More information on CAE can be found in the Microsoft learn.

PRT stealing

What I call 'PRT stealing' is described in the AzureAD-Attack-Defense playbook as 'ReplayOfPrimaryRefreshToken'. It is an attack containing various scenario's which eventually all come down to one thing, being able to fiddle with or replay the Primary Refresh Token to request new access tokens. For these attack scenario's it is important to keep in mind that the attacker needs to have some kind of execution capabilities on the endpoint device. I wrote a blog post about one of these attack scenarios in the past as well which you can find here.

The danger of PRT stealing

The main danger of PRT stealing is that the attacker is able to act from the device. Remember when we talked about access tokens not having a device claim, resulting in requiring a device state to mitigate an access token AiTM attack? Since the PRT token does have the device ID, the attacker can now request new access tokens using the PRT token and act as the Entra ID Registered, Hybrid Joined, Joined, or compliant device! This means that device state conditional access policies will not mitigate the risk of PRT token stealing!

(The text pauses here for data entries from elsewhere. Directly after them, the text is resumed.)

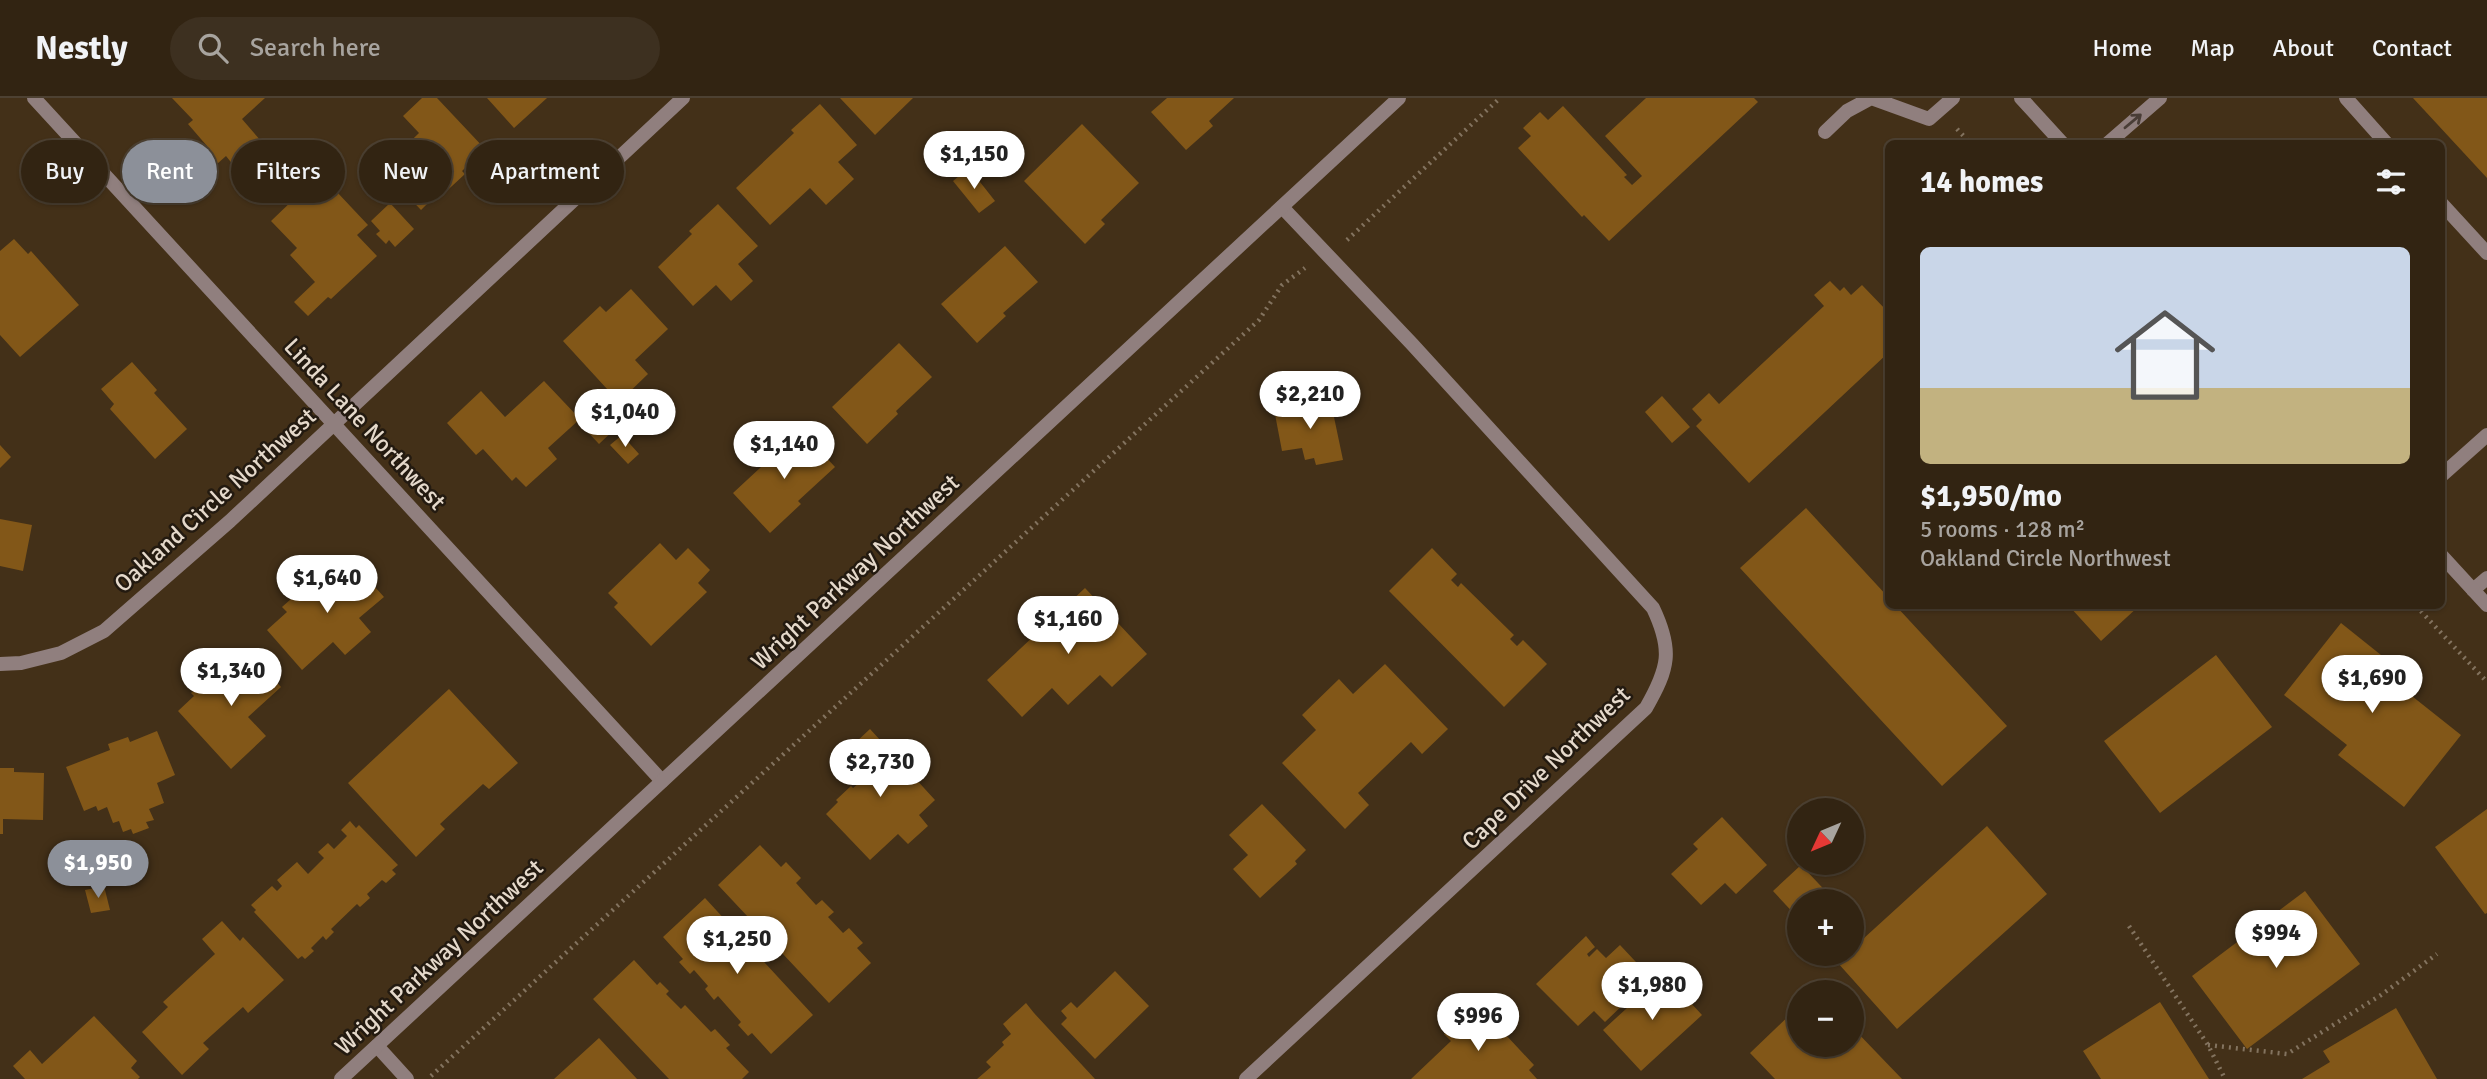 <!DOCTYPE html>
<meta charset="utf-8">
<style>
:root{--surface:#322412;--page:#3d3020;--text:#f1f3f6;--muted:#a8a49f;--line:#4d4132;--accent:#8c9099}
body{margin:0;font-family:Signika,sans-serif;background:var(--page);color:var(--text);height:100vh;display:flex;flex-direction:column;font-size:26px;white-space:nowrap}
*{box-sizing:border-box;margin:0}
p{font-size:23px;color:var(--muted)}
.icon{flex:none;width:38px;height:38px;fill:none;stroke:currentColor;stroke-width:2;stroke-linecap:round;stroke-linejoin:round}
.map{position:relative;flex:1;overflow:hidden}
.sheet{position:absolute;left:1885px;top:42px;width:560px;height:469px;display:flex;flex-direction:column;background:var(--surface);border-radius:10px;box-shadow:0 2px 5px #0004,0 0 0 2px var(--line)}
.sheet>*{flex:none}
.hud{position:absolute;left:21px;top:42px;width:665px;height:63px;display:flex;gap:14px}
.needle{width:46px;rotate:226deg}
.tools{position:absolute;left:1787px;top:700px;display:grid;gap:14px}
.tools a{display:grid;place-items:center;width:77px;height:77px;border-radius:50%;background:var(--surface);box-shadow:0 2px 5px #0004,0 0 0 2px var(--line);font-size:35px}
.price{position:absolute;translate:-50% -60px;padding:0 16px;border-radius:24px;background:#fff;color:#222;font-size:23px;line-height:46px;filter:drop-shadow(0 2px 4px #0008)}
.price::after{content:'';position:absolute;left:50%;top:42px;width:21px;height:16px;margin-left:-10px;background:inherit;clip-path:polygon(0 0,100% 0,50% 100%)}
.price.current{background:var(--accent);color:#fff}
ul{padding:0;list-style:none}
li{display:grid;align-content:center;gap:14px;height:371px;padding:0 35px}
li span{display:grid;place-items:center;height:217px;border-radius:10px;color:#555}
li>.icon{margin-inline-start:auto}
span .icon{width:126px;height:126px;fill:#fffc;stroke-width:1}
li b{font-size:30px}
h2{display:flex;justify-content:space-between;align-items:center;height:84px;padding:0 35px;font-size:30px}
.pill{padding:0 24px;border-radius:32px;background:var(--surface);box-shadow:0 2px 5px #0004,0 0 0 2px var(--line);font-size:24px;line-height:63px}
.pill.current{background:var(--accent);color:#fff}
header{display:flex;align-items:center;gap:42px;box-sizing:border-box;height:98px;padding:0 35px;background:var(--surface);border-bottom:2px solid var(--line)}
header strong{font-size:33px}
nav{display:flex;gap:38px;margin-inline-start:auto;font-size:24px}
.search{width:490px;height:63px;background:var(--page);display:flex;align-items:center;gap:18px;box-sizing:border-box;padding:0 24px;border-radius:38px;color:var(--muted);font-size:26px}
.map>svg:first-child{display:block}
.building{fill:#825718}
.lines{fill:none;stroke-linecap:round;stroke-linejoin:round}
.path{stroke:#83735f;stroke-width:4.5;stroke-dasharray:2 5;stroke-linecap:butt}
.service{stroke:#907f7e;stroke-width:14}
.minor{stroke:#907f7e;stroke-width:14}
.tertiary{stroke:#907f7e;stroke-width:14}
.oneway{stroke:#493d36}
.labels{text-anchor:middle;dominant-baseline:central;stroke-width:5;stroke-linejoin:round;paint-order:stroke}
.street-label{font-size:24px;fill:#e5d9cb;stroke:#231a10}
</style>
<header>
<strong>Nestly</strong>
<div class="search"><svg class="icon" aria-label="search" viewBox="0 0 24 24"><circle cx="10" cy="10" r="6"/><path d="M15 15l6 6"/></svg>Search here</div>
<nav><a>Home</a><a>Map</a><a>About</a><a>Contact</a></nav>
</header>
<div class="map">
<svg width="2487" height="981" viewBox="0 0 2487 981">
<rect width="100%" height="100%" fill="#433018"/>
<!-- building -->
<path class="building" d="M172,0H265L242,21L261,43L234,68L226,58L208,74L194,59L207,48L188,26L193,22Z
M422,0H437L485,51L462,73L465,76L438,101L435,98L421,112L382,71L419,35L403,18Z
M487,0H547L514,30Z
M840,0H913L875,37Z
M1167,0H1234L1209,23L1213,28L1186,52L1151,14Z
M1646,0H1754L1758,4L1609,143L1584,117L1582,119L1518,50L1531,38L1523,30L1540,14L1548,22L1563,8L1627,77L1624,79L1632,87L1642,78L1605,38Z
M2413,0H2487V80Z
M820,6L857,47L838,64L854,81L826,107L810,90L770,127L736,90L794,35L791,32Z
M1082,26L1139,85L1101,122L1105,126L1085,146L1024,83Z
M1008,43L1018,54L992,79L982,68Z
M951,45L966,60L950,76L935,61Z
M969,70L995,103L979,115L953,83Z
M320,76L368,127L357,137L377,158L331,201L328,199L308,218L294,204L315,184L290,157L297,150L271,123Z
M390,105L414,131L395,149L389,142L386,146L376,136L380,133L371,123Z
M718,106L758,148L738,166L753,183L731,203L716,187L693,208L658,169L692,136L689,133Z
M14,141L28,156L31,153L79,207L20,259L0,237V153Z
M1005,148L1038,184L1003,215L1006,218L977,245L941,206Z
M1830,183L1840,193L1844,189L1851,197L1862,187L1888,214V255L1749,385L1696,328L1702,322L1692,311L1709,295L1719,306L1824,208L1814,197Z
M631,191L668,231L635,262L648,276L619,304L563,243L600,208L606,214Z
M899,245L932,279L896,313L898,316L867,346L832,309Z
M132,264L157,292L154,295L187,331L155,361L110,311L114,306L101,291Z
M544,283L580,321L548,350L557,361L526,389L516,379L512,383L483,351L476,357L447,325L481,293L505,319Z
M1662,298L1690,329L1672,345L1645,314Z
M1330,300L1343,362L1316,367L1314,360L1305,362L1302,350L1282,353L1274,311Z
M601,313L617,329L599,346L584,330Z
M801,332L835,369L798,403L801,406L770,435L733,395Z
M622,337L639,356L628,366L610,347Z
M0,347L11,359L0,370Z
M1806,410L1888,499V508H1896L2007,628L1942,688L1740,470Z
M0,421L32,427L23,473L0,468Z
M660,445L676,462L688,450L710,472L698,485L707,494L651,548L614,509L618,505L608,495Z
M1432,450L1457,476L1451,482L1458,489L1461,485L1514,537L1510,541L1517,548L1523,542L1547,566L1504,609L1389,493Z
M348,459L384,499L359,520L371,534L345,557L333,544L302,572L267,532L287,514L282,509L318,477L323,481Z
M1085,490L1147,556L1112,589L1100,577L1068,607L1052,590L1022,619L987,582Z
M2069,508H2139L2101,543Z
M2341,525L2406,577L2398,587L2461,637L2404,709L2338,657L2347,647L2284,597Z
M246,551L281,589L248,619L266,638L231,671L178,613L194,598L191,595L214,574L217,578Z
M2216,557L2272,629L2160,715L2104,643Z
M1385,566L1448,631L1422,656L1411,644L1358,695L1369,707L1345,731L1282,665L1316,632L1302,617L1339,581L1353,596Z
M449,591L518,665L489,691L483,686L440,726L445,731L416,759L348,685Z
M870,631L935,702L919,717L928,728L908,746L898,736L870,762L826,716L838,704L836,702L851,688L853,690L864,681L842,657Z
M157,633L175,677L157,685L164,705L149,711L154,722L146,724L149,730L133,736L131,731L123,734L119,723L113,725L107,709L98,713L96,708L84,713L66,669L110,652L108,646L128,639L130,644Z
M0,670H14V674L44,675L43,722L3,721V736H0Z
M1262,706L1306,752L1295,763L1297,766L1260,800L1233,771L1248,757L1229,737Z
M2487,711V815L2485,816L2435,749Z
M1722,719L1767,767L1736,796L1725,785L1701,807L1671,776L1698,751L1693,746Z
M350,723L356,730L359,727L398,767L392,772L396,776L386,785L382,782L367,796L370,800L360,809L357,806L331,831L334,834L326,842L323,838L311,850L314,853L305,861L302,858L298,861L254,814L256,812L251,807L272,788L277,793L282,788L277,782L297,764L308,776L324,760L318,754L328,745L334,751L347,738L341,732Z
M1987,728L2047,796L1897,931L1837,864L1846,856H1852V851Z
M760,747L781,769L786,764L801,780L796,785L816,807L822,802L834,814L828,819L843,835L849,830L863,845L857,850L871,865L829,905L718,787Z
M1801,767L1835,803H1799V821L1773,793Z
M104,788L110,812L91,815L85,792Z
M2305,793L2360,866L2247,951L2192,878Z
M705,800L813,917L771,956L752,935L748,938L738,927L741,924L718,898L714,902L705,891L708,888L694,872L690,876L679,864L683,861L663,839Z
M222,823L240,843L243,839L284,882L248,915L243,909L203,945L209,951L182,977L142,934L168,909L163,904L215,856L202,841Z
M1586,838L1595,849L1587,856L1589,859L1597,851L1606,860L1620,847L1651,880L1605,924L1594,913L1578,928L1536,886Z
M634,862L657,887L660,884L669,893L666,896L681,911L685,907L711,934L715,931L730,947L726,950L749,974L742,981H669L593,901Z
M1115,873L1149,908L1095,961L1061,926L1067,920L1061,913L1071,904L1077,910Z
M1664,876L1702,917L1641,973L1603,932Z
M2160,904L2209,981H2101L2083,953Z
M1026,905L1034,915L1095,981H977L991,969L986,964L1004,947L1002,944L1011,936L1003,926Z
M1477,906L1534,967L1529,972L1537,981H1411L1451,943L1444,936Z
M1799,908V947H1852V929L1902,981H1775L1750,955Z
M2396,910L2437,981H2302L2330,964L2323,953Z
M94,918L137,963L131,970L140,979L138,981H25L13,968L30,952L42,966Z
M599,940L637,981H554Z"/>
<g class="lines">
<!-- path -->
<path class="path" d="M1957,31L1971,46
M1347,142L1500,0
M2416,508L2487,584
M2129,828L2208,947L2225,981
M2208,947L2287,956L2381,897L2437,856
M431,978L1259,222L1282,187L1305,170"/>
<!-- service -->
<path class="service" d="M2346,0L2387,46
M1825,34L1847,13L1871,0L1929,21L1953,0
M2107,46L2160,0
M2441,105L2487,155
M2441,378L2487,337
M2473,492L2487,480
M377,948L407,981"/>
<!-- minor -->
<path class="minor" d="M34,0L662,683
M0,566L21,565L61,555L104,533L230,423L683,0
M1246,981L1646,610C1669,570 1673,552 1653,510L1412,246L1282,109"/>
<!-- tertiary -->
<path class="tertiary" d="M2021,0L2063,46
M2441,457L2487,507
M341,981L1399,0"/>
</g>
<!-- one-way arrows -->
<defs><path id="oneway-shaft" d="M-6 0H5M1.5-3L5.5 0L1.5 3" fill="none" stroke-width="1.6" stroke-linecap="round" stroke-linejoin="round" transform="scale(1.75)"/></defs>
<use class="oneway" href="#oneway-shaft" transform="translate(2133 23) rotate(-40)"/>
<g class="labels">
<!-- street labels -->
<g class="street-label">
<text transform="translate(365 326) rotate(47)">Linda Lane Northwest</text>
<text transform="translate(215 402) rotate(-42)">Oakland Circle Northwest</text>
<text transform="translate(855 474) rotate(-43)">Wright Parkway Northwest</text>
<text transform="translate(1546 670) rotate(-44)">Cape Drive Northwest</text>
<text transform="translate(439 859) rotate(-43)">Wright Parkway Northwest</text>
</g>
</g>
</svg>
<div class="tools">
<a><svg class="needle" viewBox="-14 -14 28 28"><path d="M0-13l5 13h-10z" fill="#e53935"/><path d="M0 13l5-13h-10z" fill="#a8a49f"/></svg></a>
<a>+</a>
<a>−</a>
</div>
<b class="price" style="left:974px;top:93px">$1,150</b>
<b class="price" style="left:1310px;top:333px">$2,210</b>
<b class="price" style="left:625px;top:351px">$1,040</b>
<b class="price" style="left:784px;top:383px">$1,140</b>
<b class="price" style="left:327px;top:517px">$1,640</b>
<b class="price" style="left:1068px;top:558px">$1,160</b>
<b class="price" style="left:231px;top:610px">$1,340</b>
<b class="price" style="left:2372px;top:617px">$1,690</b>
<b class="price" style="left:880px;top:701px">$2,730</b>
<b class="price current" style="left:98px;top:802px">$1,950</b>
<b class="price" style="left:2276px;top:872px">$994</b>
<b class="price" style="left:737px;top:878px">$1,250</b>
<b class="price" style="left:1652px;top:924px">$1,980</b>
<b class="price" style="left:1478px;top:955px">$996</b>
<div class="hud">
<a class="pill">Buy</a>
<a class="pill current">Rent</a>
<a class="pill">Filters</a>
<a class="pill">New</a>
<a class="pill">Apartment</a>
</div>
<section class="sheet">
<h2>14 homes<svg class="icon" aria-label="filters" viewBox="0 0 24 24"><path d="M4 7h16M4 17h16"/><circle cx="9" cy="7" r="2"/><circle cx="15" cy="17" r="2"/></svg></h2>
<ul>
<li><span style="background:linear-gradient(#c9d6e8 65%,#c2b280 0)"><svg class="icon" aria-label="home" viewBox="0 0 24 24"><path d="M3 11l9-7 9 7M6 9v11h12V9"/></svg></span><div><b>$1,950/mo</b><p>5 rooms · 128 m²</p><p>Oakland Circle Northwest</p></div></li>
</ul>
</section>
</div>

Another reason why a PRT is so valuable is because a PRT is not bound to a resource or tenant, but rather to a combination of user and client. This means that a PRT can be used to request different types of access tokens for different resources. In practice, there are some things that needs to be in order before this can be done, which I explain a bit more here.

Mitigate PRT token stealing

When looking at the AzureAD-Attack-Defense playbook you will see that the mitigations are mainly device-based, or are about detecting possible token misuse after the attack scenario completed. This is kind of the key point here. To be able to protect against this scenario, you will need to have hardening on your endpoints, and have to make sure that you follow up on alerts Defender XDR throws. Because once the PRT token has been stolen and is being used to request new access tokens, you will have a hard time knowing that it happened. More information on specific mitigations can be found in my previous blog post.

Conclusions

To summarize this blog post, I wanted to note down some conclusions and important statements to remember.

Access tokens are used to access an application, while refresh tokens are used to request new access tokens once they expire. An access token has a variable lifetime between 60 and 90 minutes.
AiTM captures the access token via the AiTM proxy server. But since the request for the access token does not contain the PRT (and thus the device claim), an AiTM proxy server is not able to request an access token when device state is required in conditional access.
When an adversary can steal a PRT token from a device, the adversary is able to request new access tokens using the PRT and the possible MFA claims within it.
You can use multiple mitigative controls for AiTM access token stealing, but PRT stealing is far harder to protect against. Protecting against PRT stealing is mainly done on the device itself, or by monitoring for suspicious behavior after the attack succeeded.
Once an access token is given, you have limited control over it. Revocation and sign-in frequency is done on the refresh token, which allows for attackers to use the access token for as long as it's lifetime is left. Continuous Access Evaluation can help solve this, but is limited to CAE capable clients and applications.